**Action item**
Each line that contains the string "moveTo" counts once; report how many such lines appear in the data, as a number only.

(Stored data)
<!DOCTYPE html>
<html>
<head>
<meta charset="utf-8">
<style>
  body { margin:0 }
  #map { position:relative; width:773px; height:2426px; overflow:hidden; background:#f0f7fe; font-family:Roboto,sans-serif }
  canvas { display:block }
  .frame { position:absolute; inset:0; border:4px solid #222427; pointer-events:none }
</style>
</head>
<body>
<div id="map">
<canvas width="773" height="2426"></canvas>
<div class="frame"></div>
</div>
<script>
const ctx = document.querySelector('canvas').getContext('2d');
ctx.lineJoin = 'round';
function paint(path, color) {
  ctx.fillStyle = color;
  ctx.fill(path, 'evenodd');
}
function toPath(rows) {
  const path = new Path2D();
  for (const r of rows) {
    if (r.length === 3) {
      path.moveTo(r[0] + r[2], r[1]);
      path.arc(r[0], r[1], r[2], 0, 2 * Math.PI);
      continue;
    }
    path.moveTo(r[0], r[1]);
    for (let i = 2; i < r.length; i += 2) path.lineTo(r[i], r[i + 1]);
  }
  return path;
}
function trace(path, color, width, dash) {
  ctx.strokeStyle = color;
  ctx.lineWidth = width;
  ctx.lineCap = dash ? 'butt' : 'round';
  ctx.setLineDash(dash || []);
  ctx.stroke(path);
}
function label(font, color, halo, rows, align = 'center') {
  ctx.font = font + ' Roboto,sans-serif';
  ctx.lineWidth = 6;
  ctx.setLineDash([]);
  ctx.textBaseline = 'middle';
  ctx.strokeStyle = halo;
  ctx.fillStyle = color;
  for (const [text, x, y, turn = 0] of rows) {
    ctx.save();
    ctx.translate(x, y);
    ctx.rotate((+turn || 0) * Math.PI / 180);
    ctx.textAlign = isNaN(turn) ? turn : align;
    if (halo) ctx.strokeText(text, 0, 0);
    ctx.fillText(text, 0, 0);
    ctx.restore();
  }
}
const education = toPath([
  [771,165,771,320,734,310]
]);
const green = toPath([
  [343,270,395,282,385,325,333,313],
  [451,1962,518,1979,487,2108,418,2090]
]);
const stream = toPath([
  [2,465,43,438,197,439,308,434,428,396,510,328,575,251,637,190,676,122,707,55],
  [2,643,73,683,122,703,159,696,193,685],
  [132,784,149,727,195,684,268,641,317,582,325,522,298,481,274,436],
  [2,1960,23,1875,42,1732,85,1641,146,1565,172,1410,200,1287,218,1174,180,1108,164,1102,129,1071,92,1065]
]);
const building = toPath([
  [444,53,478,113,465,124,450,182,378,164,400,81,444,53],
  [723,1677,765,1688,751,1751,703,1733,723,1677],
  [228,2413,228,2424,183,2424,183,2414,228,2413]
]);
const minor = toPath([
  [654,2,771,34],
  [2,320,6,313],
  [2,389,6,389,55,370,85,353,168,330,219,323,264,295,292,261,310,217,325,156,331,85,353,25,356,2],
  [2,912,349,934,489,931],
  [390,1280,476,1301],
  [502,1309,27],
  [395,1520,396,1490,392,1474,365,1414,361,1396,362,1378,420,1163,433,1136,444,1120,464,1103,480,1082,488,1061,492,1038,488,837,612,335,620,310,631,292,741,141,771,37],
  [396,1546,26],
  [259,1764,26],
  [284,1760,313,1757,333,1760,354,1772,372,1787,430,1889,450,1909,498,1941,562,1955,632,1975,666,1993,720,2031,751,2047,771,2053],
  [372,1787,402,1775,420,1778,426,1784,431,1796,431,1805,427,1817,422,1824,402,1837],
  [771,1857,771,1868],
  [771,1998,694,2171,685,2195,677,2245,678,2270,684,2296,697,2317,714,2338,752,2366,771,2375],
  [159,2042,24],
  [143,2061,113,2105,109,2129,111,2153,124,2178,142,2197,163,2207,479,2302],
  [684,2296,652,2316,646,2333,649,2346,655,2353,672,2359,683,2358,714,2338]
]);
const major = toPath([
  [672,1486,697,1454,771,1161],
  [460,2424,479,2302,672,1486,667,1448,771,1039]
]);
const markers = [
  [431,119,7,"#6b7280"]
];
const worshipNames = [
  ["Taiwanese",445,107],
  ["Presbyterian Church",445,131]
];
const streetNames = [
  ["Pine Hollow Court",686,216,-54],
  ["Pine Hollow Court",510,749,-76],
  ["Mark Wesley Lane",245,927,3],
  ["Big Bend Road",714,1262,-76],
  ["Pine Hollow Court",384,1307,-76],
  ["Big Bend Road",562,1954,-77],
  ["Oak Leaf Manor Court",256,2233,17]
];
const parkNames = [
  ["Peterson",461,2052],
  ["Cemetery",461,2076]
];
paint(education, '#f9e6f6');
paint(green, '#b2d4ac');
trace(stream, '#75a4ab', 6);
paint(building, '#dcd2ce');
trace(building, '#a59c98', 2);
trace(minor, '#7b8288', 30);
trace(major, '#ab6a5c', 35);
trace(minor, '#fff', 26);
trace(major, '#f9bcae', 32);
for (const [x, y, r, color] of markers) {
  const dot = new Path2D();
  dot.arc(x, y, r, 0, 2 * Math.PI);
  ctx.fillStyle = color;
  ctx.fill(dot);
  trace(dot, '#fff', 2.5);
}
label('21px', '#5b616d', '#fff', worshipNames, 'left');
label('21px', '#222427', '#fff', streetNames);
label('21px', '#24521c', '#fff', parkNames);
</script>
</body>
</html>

**Response to this task**
2